In the press box, we’ve already identified a couple of long fly ball outs or doubles off the wall that would have been home runs last season. In a park that’s historically been a pitcher’s nightmare (I’ve heard several over the years complain that they’ve pitched in more spacious venues in high school), it’s a small favor.

It’s also good to be back in a baseball press box. Over the long haul of a baseball season, you can watch only so much of the action, and I enjoy the digressions that take place. Who was in the starting lineup for the 1960 Pittsburgh Pirates? Who would be at each position on your “All-Steroids” All-Star team?

The Knights press box is also, strangely enough, good for a few political conversations each season. It’s a bit right-leaning here and I find myself, out of contrariness or just to make sure both sides are represented, chiming in with an alternate viewpoint. (As I always tell conservative friends, “It doesn’t mean I’m a liberal, just means I’m more liberal than you.”) There’s a lot of room to the left of many folks that I know — not that there’s anything wrong with that.

As a result of one of those conversations this afternoon, I learned that Knights right-handed pitcher Lucas Harrell is a nephew of John Ashcroft, former attorney general in the first George W. Bush administration and former U.S. Senator from Missouri.
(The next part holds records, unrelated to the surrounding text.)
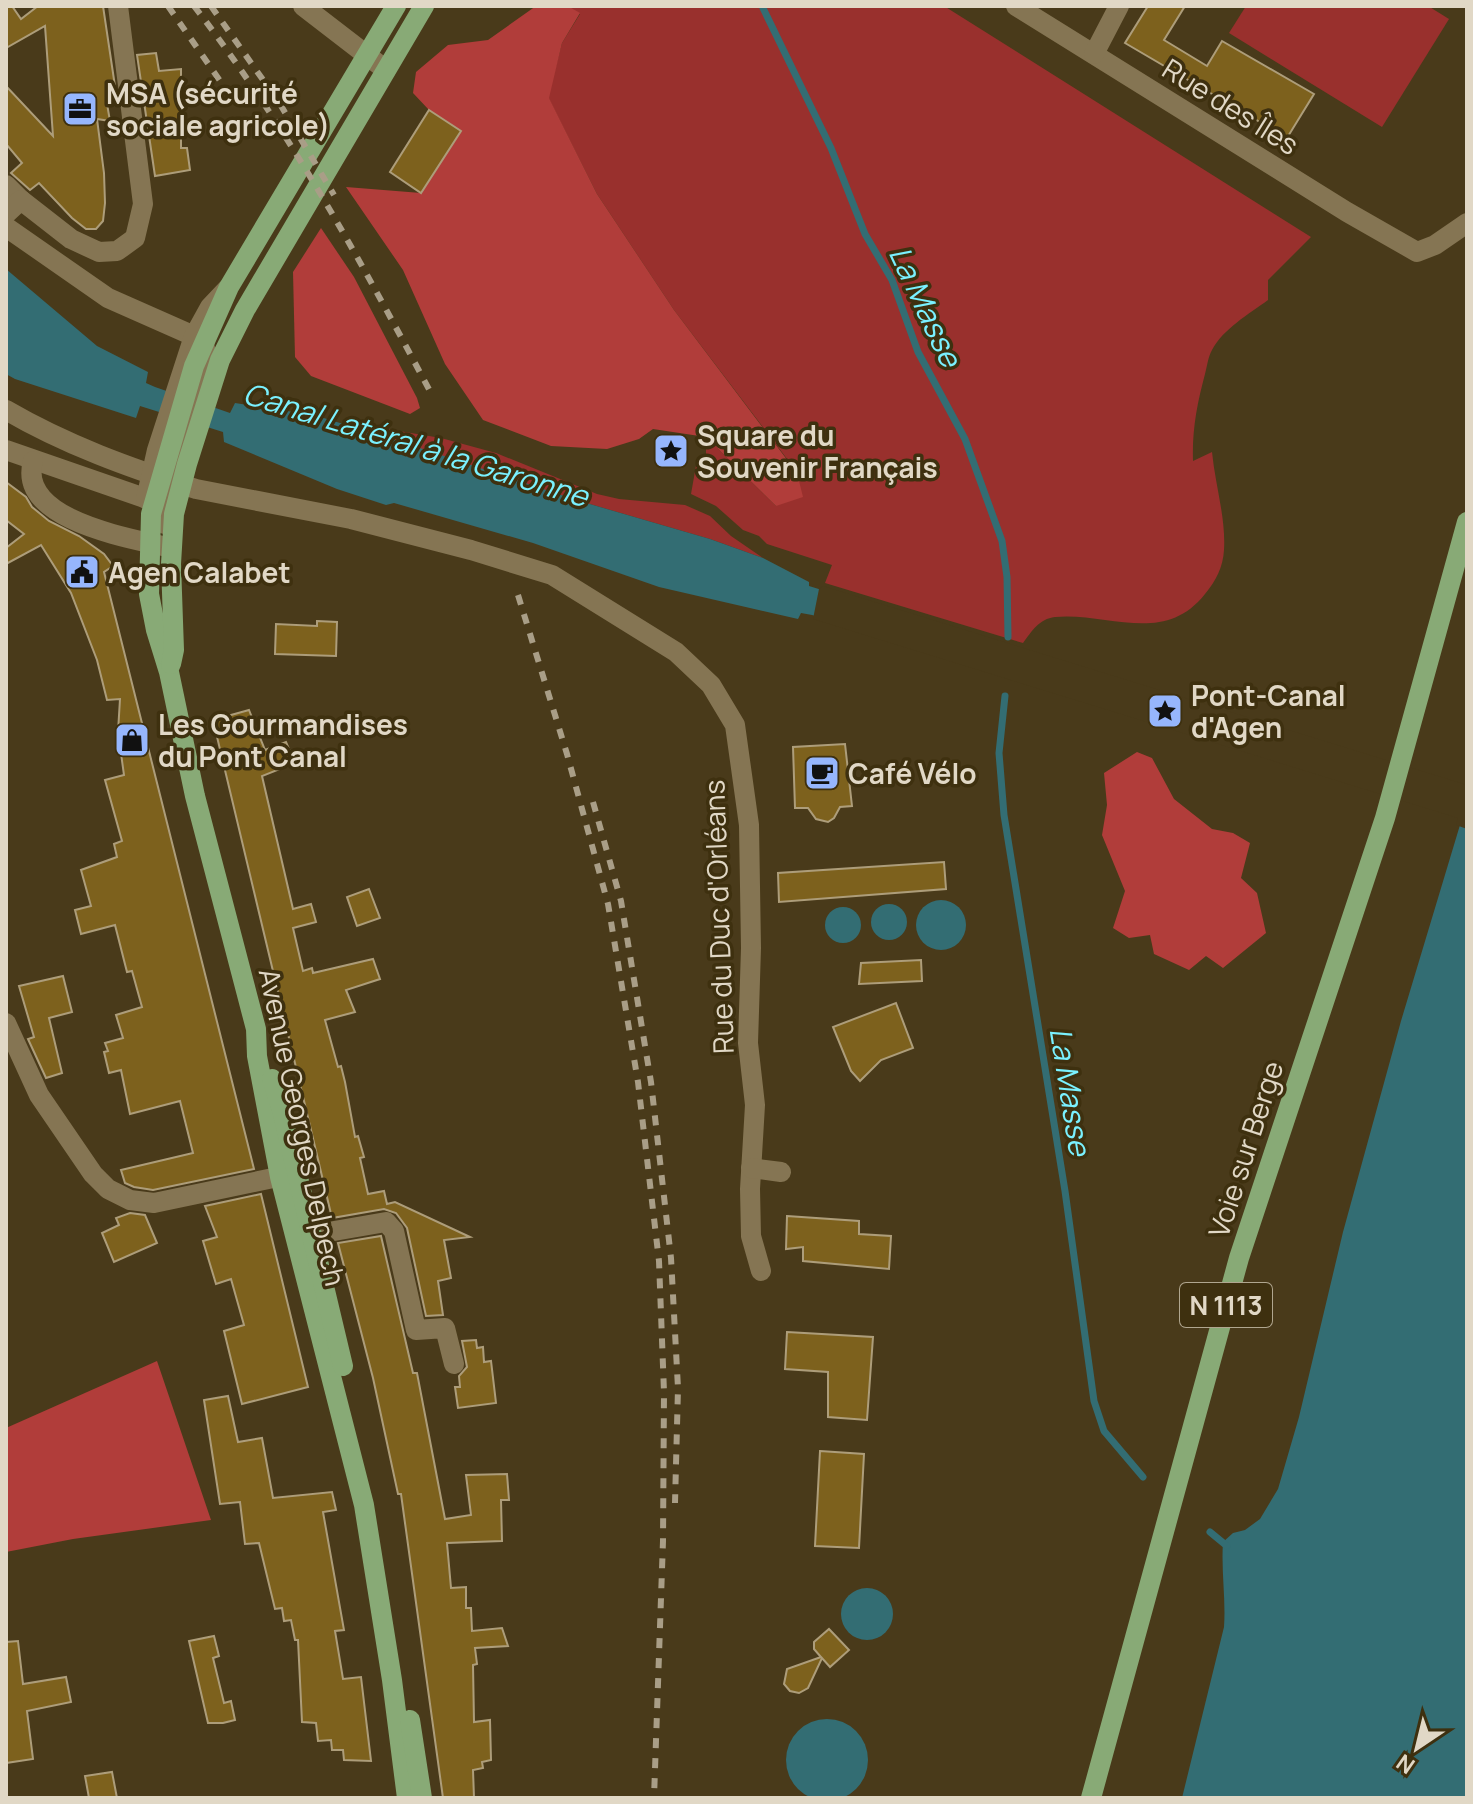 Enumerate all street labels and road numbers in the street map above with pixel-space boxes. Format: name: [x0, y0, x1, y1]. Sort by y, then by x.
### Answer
street label: Rue des Îles: [1156, 49, 1306, 163]
street label: Rue du Duc d'Orléans: [694, 779, 742, 1055]
street label: Avenue Georges Delpech: [251, 965, 355, 1289]
street label: Voie sur Berge: [1199, 1056, 1291, 1242]
road number: N 1113: [1180, 1283, 1272, 1327]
The 25-year-old Harrell, who is charting pitches this afternoon, is a well-spoken young man who’s earning a bachelor’s degree in political science online and wants to go to law school after his baseball career is done. He’s also interested in a political career and seems dead serious when he says he’d like to be President. I told him I’d consider voting for him, which he seemed a little surprised at.

Like I said, you hear the darndest things in a baseball press box. It’s good to have the season back.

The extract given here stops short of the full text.